[[ EXCERPTED DATA open ]]
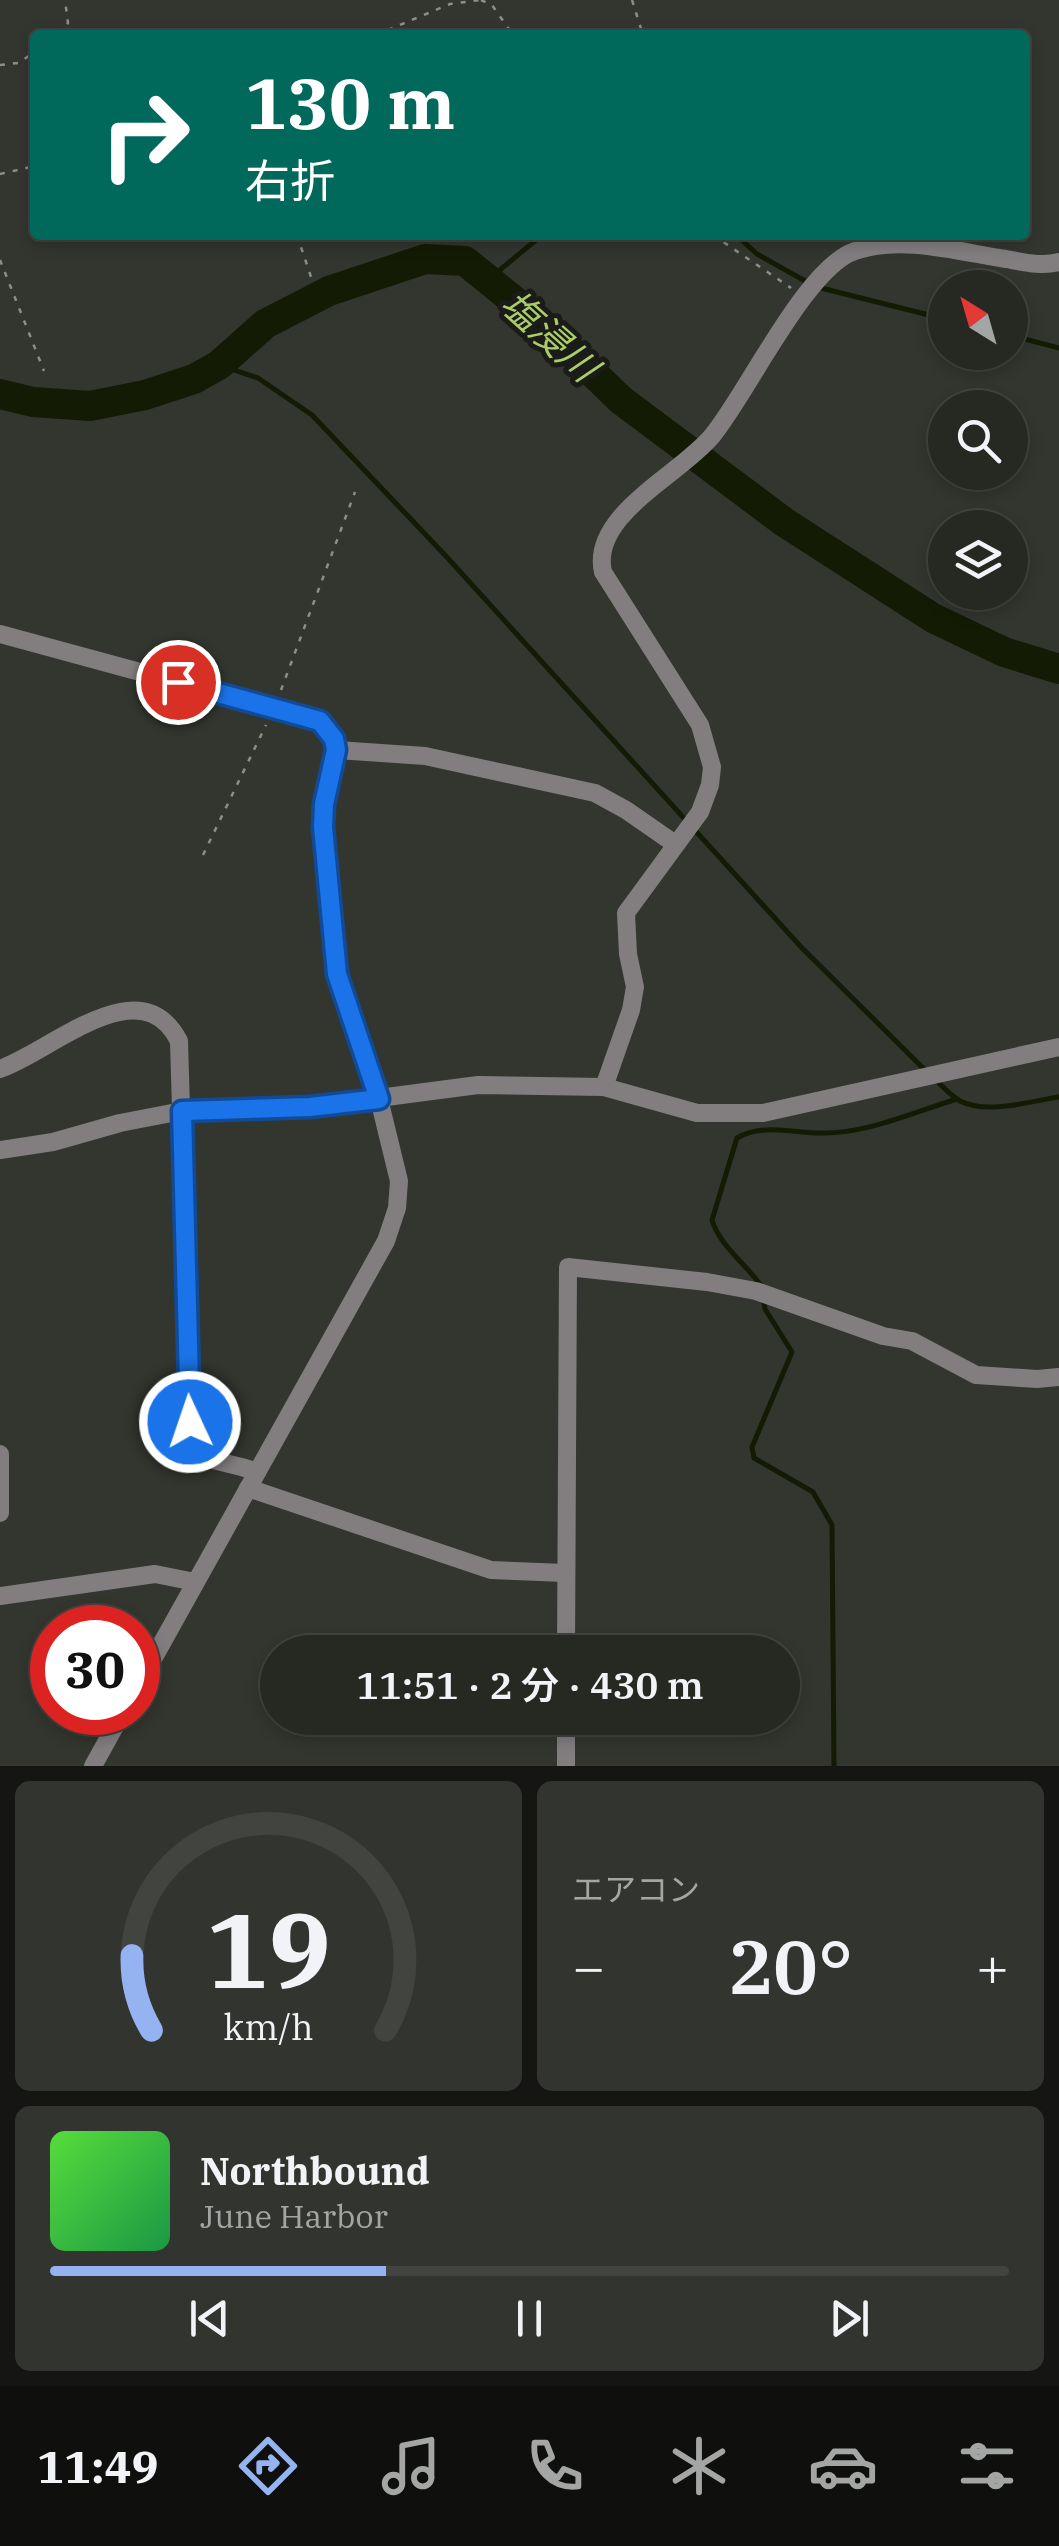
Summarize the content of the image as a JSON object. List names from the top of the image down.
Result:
{
  "water": ["塩浸川"],
  "north": "top left",
  "page": {
    "turn": ["130 m", "右折"],
    "limit": "30",
    "trip": "11:51 · 2 分 · 430 m",
    "tile": "エアコン",
    "heat": ["−", "20°", "+"],
    "song": ["Northbound", "June Harbor"],
    "tabs": "11:49",
    "gauge": ["19", "km/h"]
  }
}
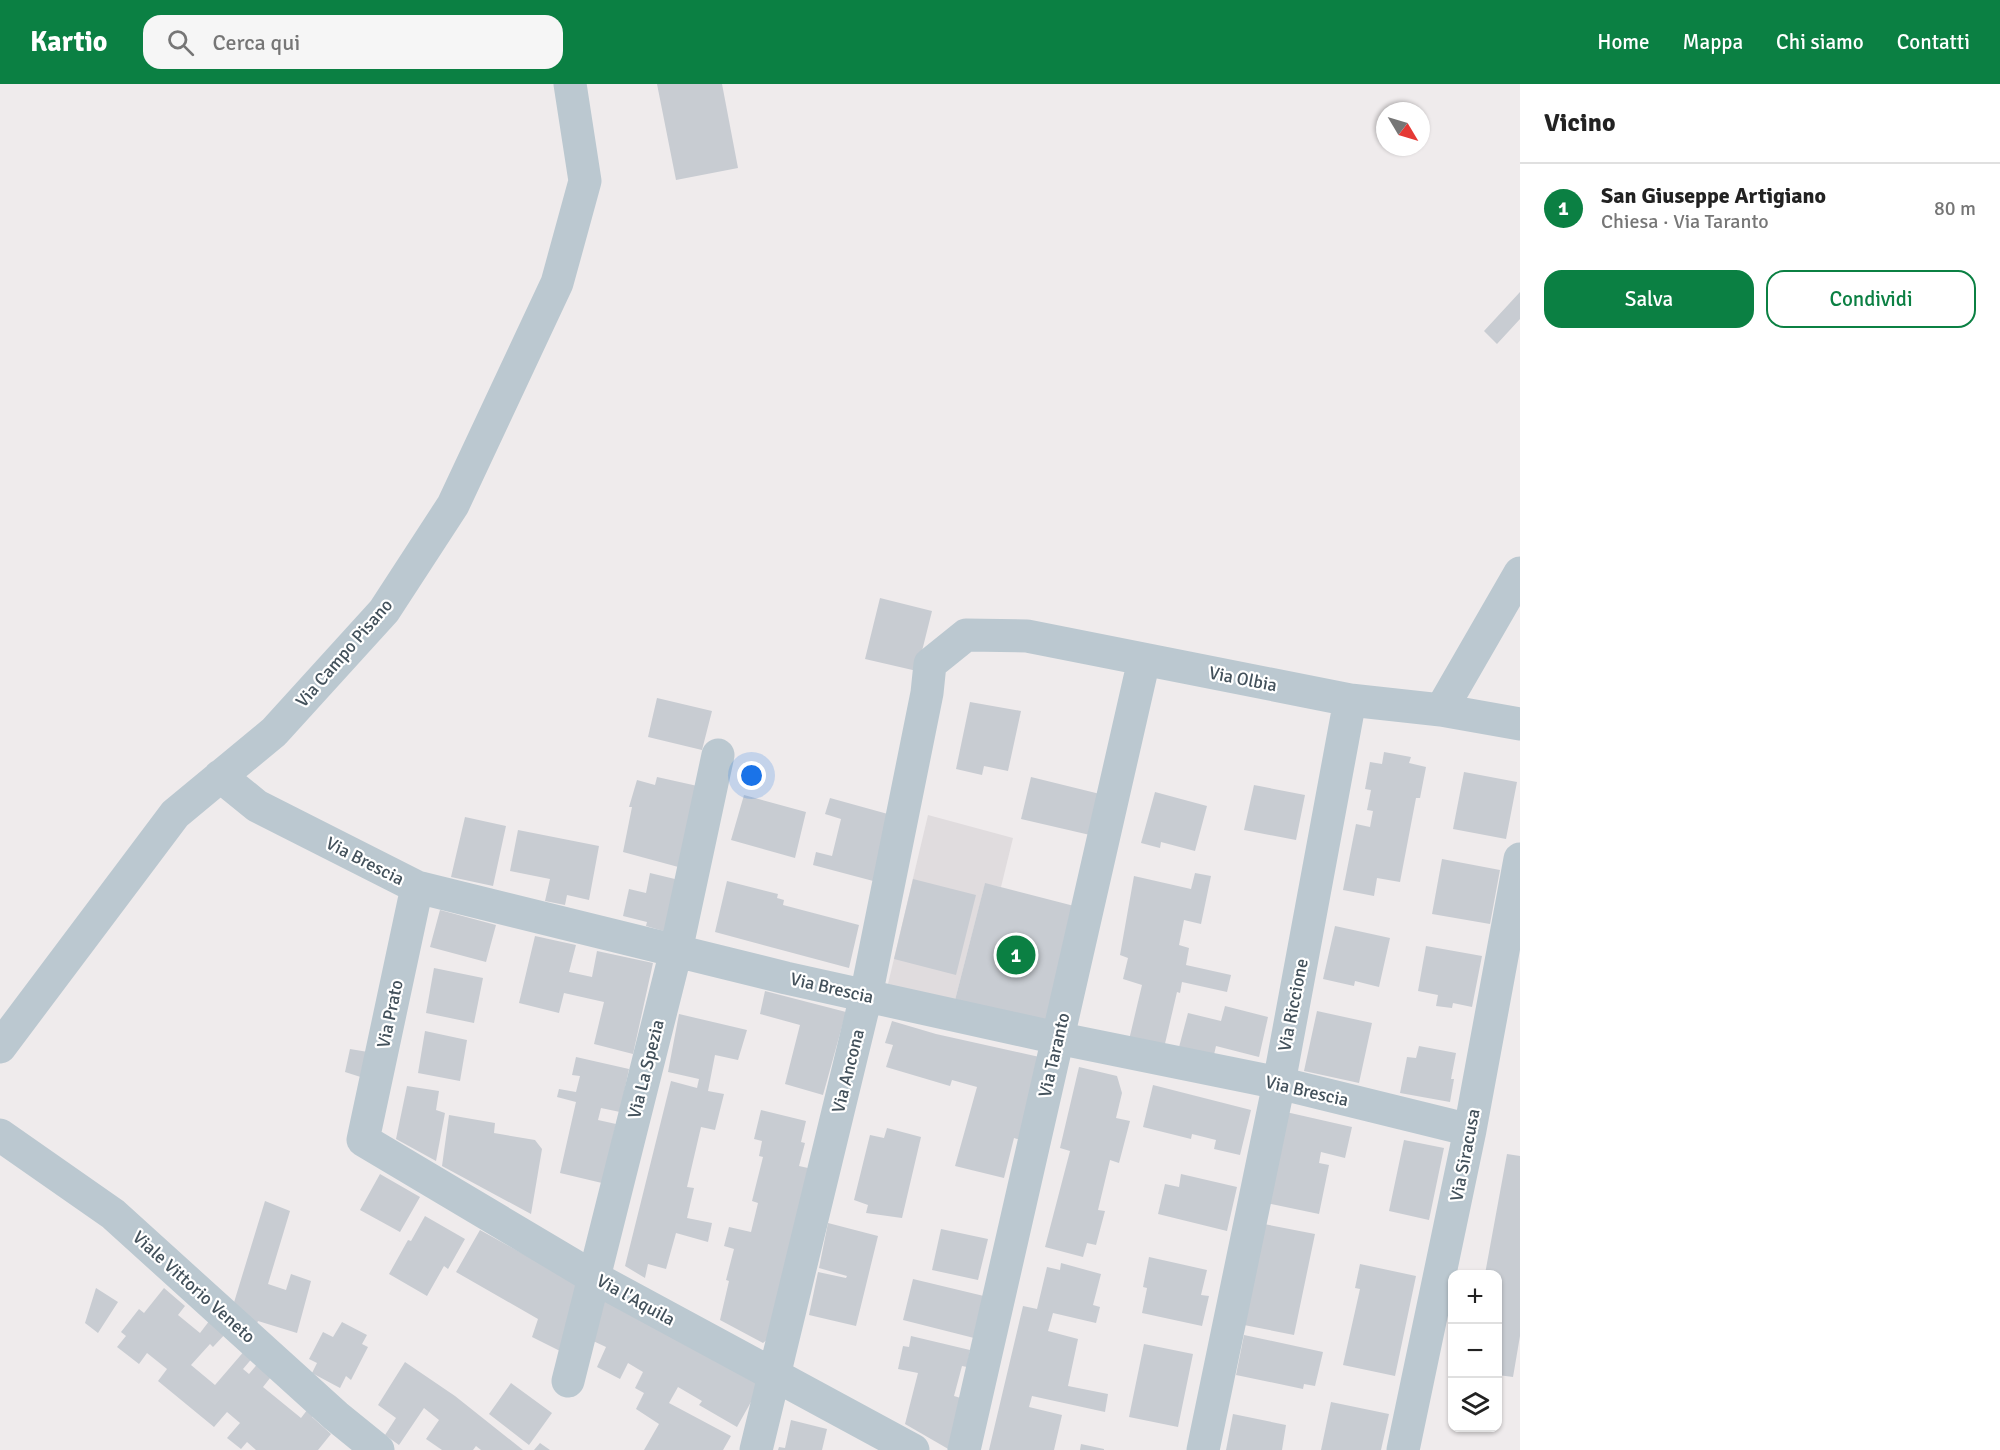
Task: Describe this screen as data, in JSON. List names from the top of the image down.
{
  "streets": {
    "street": [
      "Via Campo Pisano",
      "Via Olbia",
      "Via Brescia",
      "Via Riccione",
      "Via Prato",
      "Via Taranto",
      "Via La Spezia",
      "Via Ancona",
      "Via Siracusa",
      "Viale Vittorio Veneto",
      "Via l'Aquila"
    ]
  },
  "crossings": [
    ["Via Campo Pisano", "Via Brescia"],
    ["Via Olbia", "Via Riccione"],
    ["Via Olbia", "Via Taranto"],
    ["Via Olbia", "Via Ancona"],
    ["Via Brescia", "Via Riccione"],
    ["Via Brescia", "Via Prato"],
    ["Via Brescia", "Via Taranto"],
    ["Via Brescia", "Via La Spezia"],
    ["Via Brescia", "Via Ancona"],
    ["Via Brescia", "Via Siracusa"],
    ["Via Prato", "Via l'Aquila"],
    ["Via La Spezia", "Via l'Aquila"],
    ["Via Ancona", "Via l'Aquila"]
  ],
  "north": "bottom right",
  "page": {
    "header": "Kartio",
    "search": "Cerca qui",
    "nav": [
      "Home",
      "Mappa",
      "Chi siamo",
      "Contatti"
    ],
    "heading": "Vicino",
    "list": [
      {
        "mark": "1",
        "name": "San Giuseppe Artigiano",
        "note": "Chiesa · Via Taranto",
        "value": "80 m"
      }
    ],
    "buttons": ["Salva", "Condividi"],
    "pins": "1",
    "map_buttons": ["+", "−"]
  }
}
[[ EXCERPTED DATA closed ]]
### EXERCISE BRIEF
Quote every line of the records above exactly; no picture is to be copied.

### WRITTEN RESPONSE
Summarize the content of the image as a JSON object. List names from the top of the image down.
Result:
{
  "water": ["塩浸川"],
  "north": "top left",
  "page": {
    "turn": ["130 m", "右折"],
    "limit": "30",
    "trip": "11:51 · 2 分 · 430 m",
    "tile": "エアコン",
    "heat": ["−", "20°", "+"],
    "song": ["Northbound", "June Harbor"],
    "tabs": "11:49",
    "gauge": ["19", "km/h"]
  }
}
Task: Describe this screen as data, in JSON. List names from the top of the image down.
{
  "streets": {
    "street": [
      "Via Campo Pisano",
      "Via Olbia",
      "Via Brescia",
      "Via Riccione",
      "Via Prato",
      "Via Taranto",
      "Via La Spezia",
      "Via Ancona",
      "Via Siracusa",
      "Viale Vittorio Veneto",
      "Via l'Aquila"
    ]
  },
  "crossings": [
    ["Via Campo Pisano", "Via Brescia"],
    ["Via Olbia", "Via Riccione"],
    ["Via Olbia", "Via Taranto"],
    ["Via Olbia", "Via Ancona"],
    ["Via Brescia", "Via Riccione"],
    ["Via Brescia", "Via Prato"],
    ["Via Brescia", "Via Taranto"],
    ["Via Brescia", "Via La Spezia"],
    ["Via Brescia", "Via Ancona"],
    ["Via Brescia", "Via Siracusa"],
    ["Via Prato", "Via l'Aquila"],
    ["Via La Spezia", "Via l'Aquila"],
    ["Via Ancona", "Via l'Aquila"]
  ],
  "north": "bottom right",
  "page": {
    "header": "Kartio",
    "search": "Cerca qui",
    "nav": [
      "Home",
      "Mappa",
      "Chi siamo",
      "Contatti"
    ],
    "heading": "Vicino",
    "list": [
      {
        "mark": "1",
        "name": "San Giuseppe Artigiano",
        "note": "Chiesa · Via Taranto",
        "value": "80 m"
      }
    ],
    "buttons": ["Salva", "Condividi"],
    "pins": "1",
    "map_buttons": ["+", "−"]
  }
}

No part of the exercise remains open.